Whatever way you choose to cook your vegetables, don’t overdo it. Research has shown that over-cooking vegetables until mushy results in high loss of antioxidants. Remove them from heat when tender-crisp for highest antioxidant content. You should be able to pierce them with a fork without them falling apart.

What vegetables are best for steaming? Sturdy vegetables like:

  • Broccoli, cauliflower, carrots, pearl onions, green beans, brussels sprouts, beets, turnips, sweet potatoes and asparagus.
  • Eggplant, leafy greens and squashes work well too.

How To Steam Vegetables

Get a steamer basket with lid and place it over a pot filled with about an inch of boiling water. Depending on the thickness of the veggie, steam the covered produce for anywhere between 4-13 minutes. You can check the vegetables periodically by piercing with a fork. Crisp-tender is what you’re looking for.

Once done, remove the vegetables from the steaming basket and drop into a colander of ice water to stop the cooking.
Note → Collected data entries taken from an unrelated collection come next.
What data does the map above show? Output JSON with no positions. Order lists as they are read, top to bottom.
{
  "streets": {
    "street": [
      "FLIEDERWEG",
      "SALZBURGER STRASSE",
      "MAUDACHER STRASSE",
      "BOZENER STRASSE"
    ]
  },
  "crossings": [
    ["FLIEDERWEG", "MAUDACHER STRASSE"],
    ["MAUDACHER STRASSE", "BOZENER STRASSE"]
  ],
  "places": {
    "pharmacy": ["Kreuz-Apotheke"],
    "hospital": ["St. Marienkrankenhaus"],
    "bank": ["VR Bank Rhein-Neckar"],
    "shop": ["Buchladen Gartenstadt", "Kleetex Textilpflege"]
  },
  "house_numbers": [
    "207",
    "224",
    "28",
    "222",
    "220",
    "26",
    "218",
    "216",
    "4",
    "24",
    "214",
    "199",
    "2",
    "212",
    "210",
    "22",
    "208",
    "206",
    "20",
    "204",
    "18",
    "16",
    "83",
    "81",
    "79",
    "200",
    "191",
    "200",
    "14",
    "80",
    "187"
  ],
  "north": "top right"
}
This keeps them nice and crunchy. Remove from ice water immediately and season with your favorite herbs and spices.

Drizzle with some olive oil, lemon juice, and chopped garlic and you’ve got a delicious side dish to compliment any meal!

Here are some other options to jazz up your steamed veggies:

  • Add fresh, chopped herbs like parsley, dill and thyme after cooking
  • Add a sprig of fresh rosemary or thyme with the veggies while steaming
  • Slice up some fresh ginger root and add it to the bottom of the steamer basket
  • Drizzle steamed veggies with coconut oil, salt and pepper
  • Toss veggies with a bit of Balsamic or red wine vinegar before steaming

So tell me, what kind of vegetables are you going to steam tonight?